Il coraggio del sindaco Natalia

Un esempio? Qualche giorno fa ad Anagni il sindaco Daniele Natalia ha deciso di rompere gli indugi sul caso del “corvo”. Ovvero? L’autore di una lettera anonima diffusa su tutto il territorio. Lettera in cui, con toni irriferibili (ed infatti non ne abbiamo parlato) l’autore ha sparato a zero su tutti i componenti della maggioranza consiliare. Lanciando accuse in ambito amministrativo e privato.
Non è la prima volta che il dibattito politico cittadino viene reso torbido da vicende del genere. In seguito a ciò, ed al di là dell’aspetto giudiziario della vicenda (c’è una denuncia, e conseguentemente un’indagine in corso), la novità rispetto alle altre volte è la decisione del primo cittadino di tornare sulla vicenda con una serie di dichiarazioni alla stampa.

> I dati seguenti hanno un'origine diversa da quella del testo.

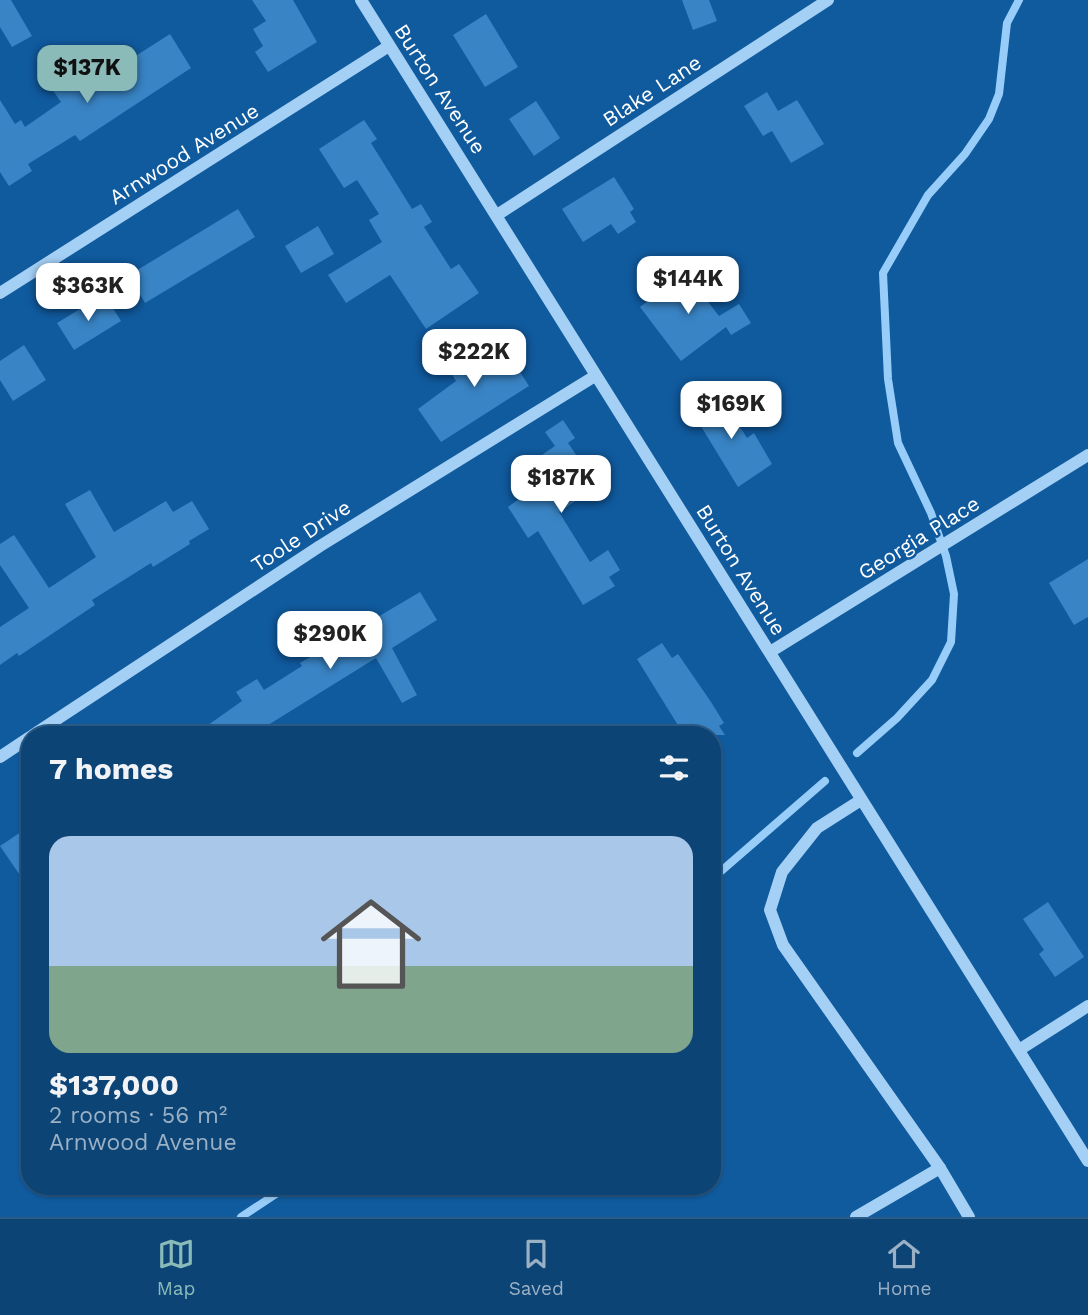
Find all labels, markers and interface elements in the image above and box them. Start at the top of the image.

Decisione coraggiosa, visto che questo ha, di fatto, riportato in auge la discussione sulla lettera anonima. Il cui destino, come in altri casi, sarebbe stato quello di spegnersi progressivamente.

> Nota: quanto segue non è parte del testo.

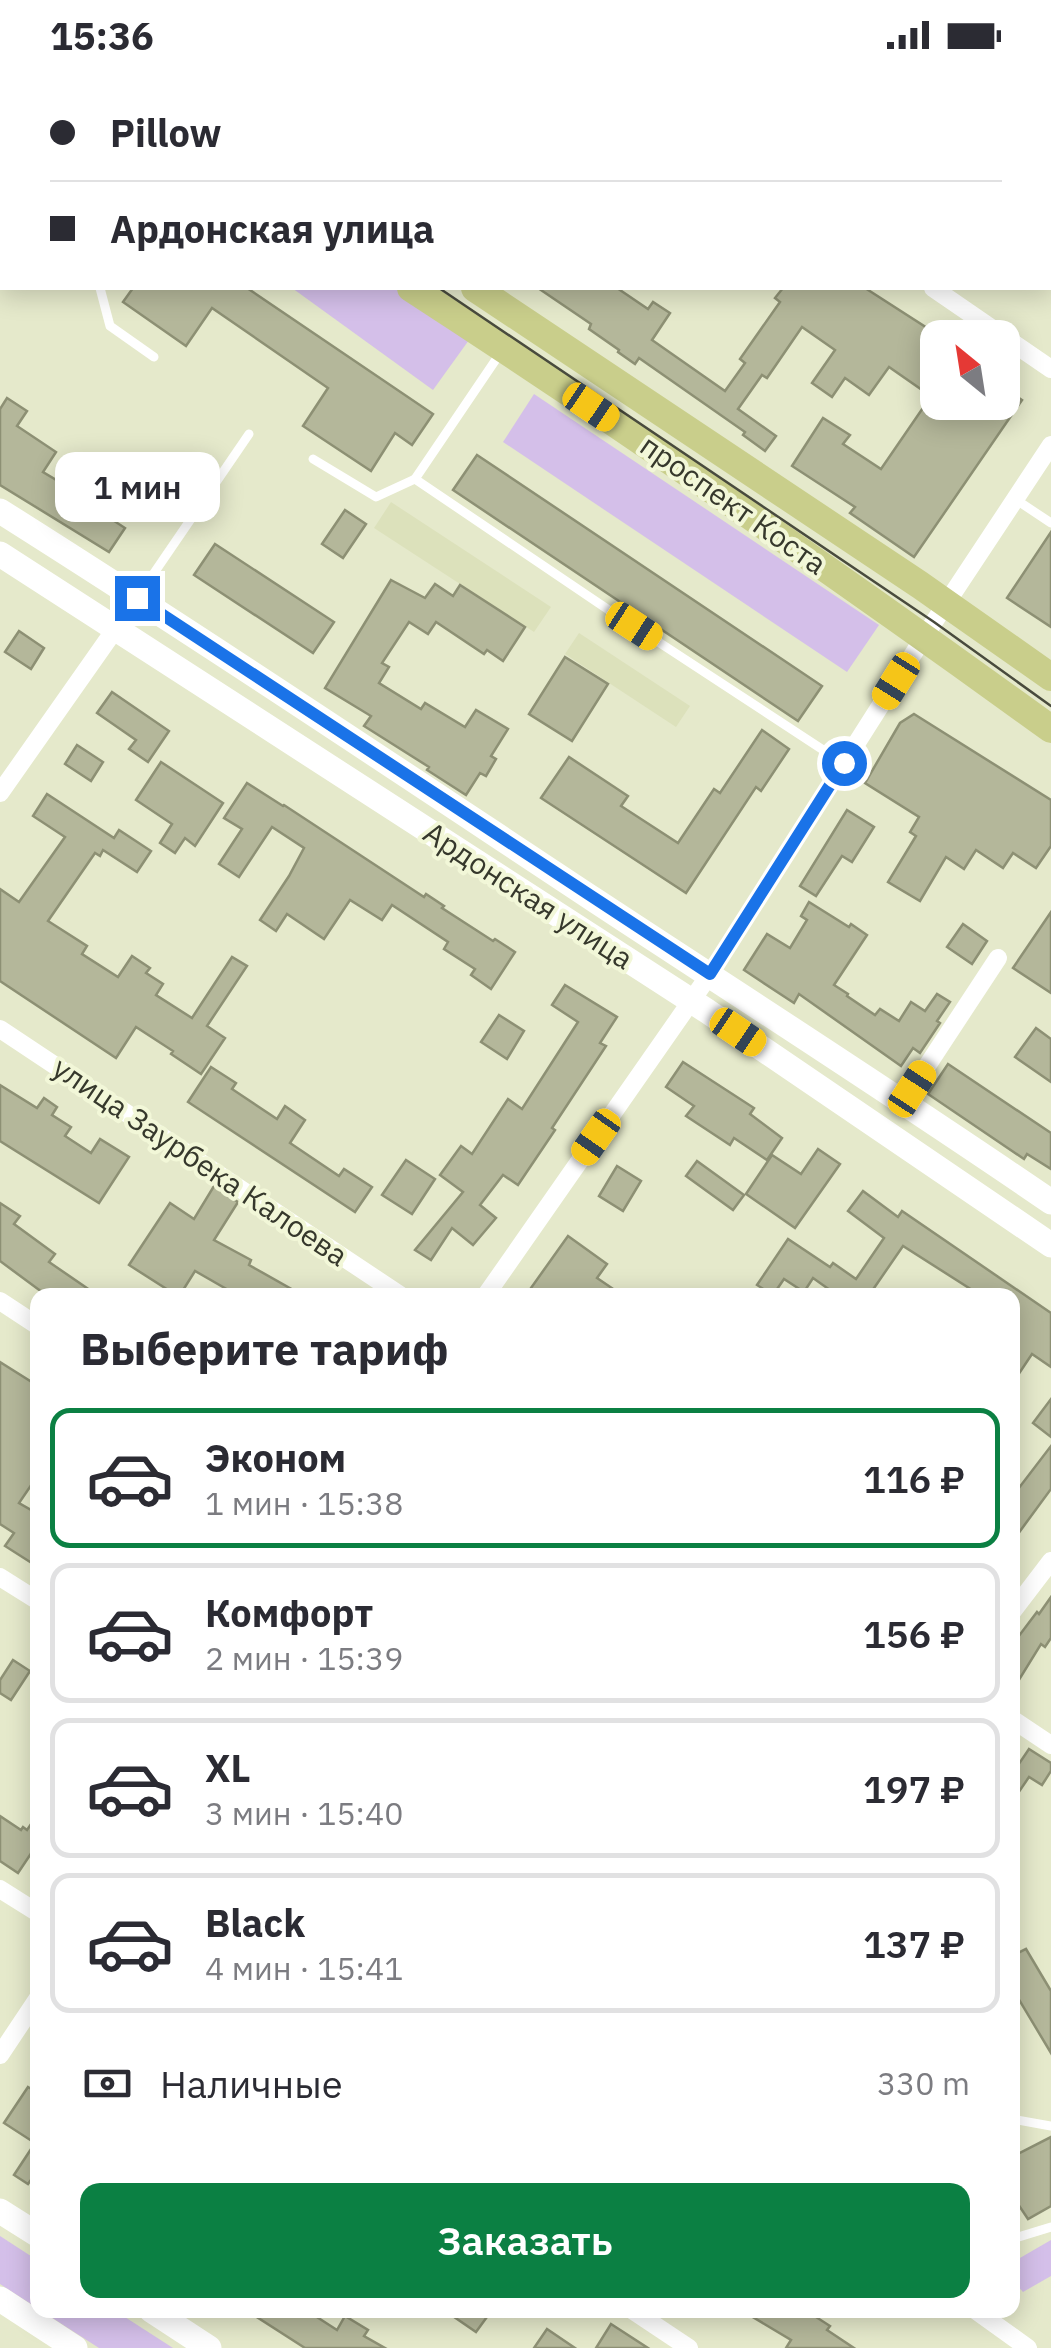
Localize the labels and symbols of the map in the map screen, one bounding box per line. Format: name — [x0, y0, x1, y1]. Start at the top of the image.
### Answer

In questo senso, Natalia ha avuto coraggio. Accettando la sfida (ed il pericolo) di tornare a far parlare del caso. Perché lo ha fatto? A dirlo è stato lui stesso: “Non è tollerabile l’aver coinvolto persone estranee alla politica costruendo ad arte storie e fatti che pur non avendo nulla di fondato hanno comunque procurato tanto disagio e dolore alle persone citate”.
Gli attacchi personali non vanno tollerati
Le parole sono importanti. E colgono il punto. Il problema non è tanto l’attacco politico, ma quello personale. L’idea di voler colpire una persona non spingendo, anche duramente, su (eventuali) criticità politiche o amministrative, ma sulle (presunte) debolezze private. Questa è la discriminante. Il momento in cui l’attacco diventa personale, non istituzionale. E bisogna reagire.

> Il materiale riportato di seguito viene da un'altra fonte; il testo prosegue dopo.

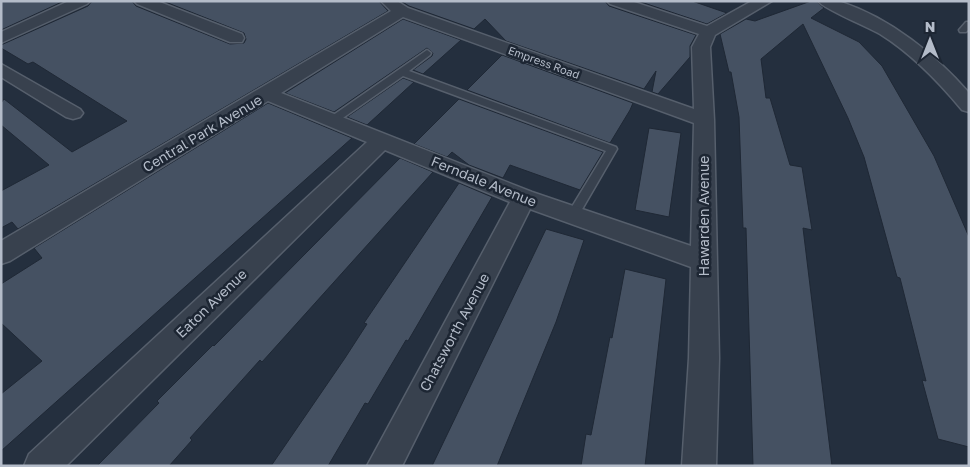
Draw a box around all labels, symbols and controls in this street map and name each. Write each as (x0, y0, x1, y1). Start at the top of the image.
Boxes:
north arrow (905, 15, 955, 65)
text: N (925, 18, 935, 35)
street label: Empress Road (506, 43, 582, 81)
street label: Central Park Avenue (139, 91, 265, 175)
street label: Ferndale Avenue (429, 152, 539, 210)
street label: Hawarden Avenue (695, 156, 712, 276)
street label: Eaton Avenue (172, 265, 250, 341)
street label: Chatsworth Avenue (416, 270, 492, 394)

Ad Anagni, come detto, c’è una lunga tradizione di lettere anonime (e meno) che, in anni oramai lontani, avevano già suscitato vespai non indifferenti. Chi ha qualche anno ricorderà la querelle Fiorito-PD su una pubblicazione che, giocando sull’espressione “Cosa nostra” lasciava pensare a frequentazioni complicate della maggioranza politica di allora. Oppure, qualche anno dopo, il volantino realizzato per colpire (e affondare) l’allora candidato del centro sinistra Enzo Diurni.
Qual è il punto comune di questi esempi? In entrambi i casi si puntava su (presunte) storture legate all’attività di governo. Qui si è deciso di passare (e pesantemente) al privato. Ma così la politica diventa lotta nel fango. Una cosa che la città non merita. Anche perché, molto banalmente, se l’idea era quella di destabilizzare l’ambiente, la conseguenza è stata, paradossalmente, quella di far compattare dietro al primo cittadino una maggioranza che tutto è meno che compatta. E che invece, fatalmente, ha stretto le fila. Non esattamente un gran risultato.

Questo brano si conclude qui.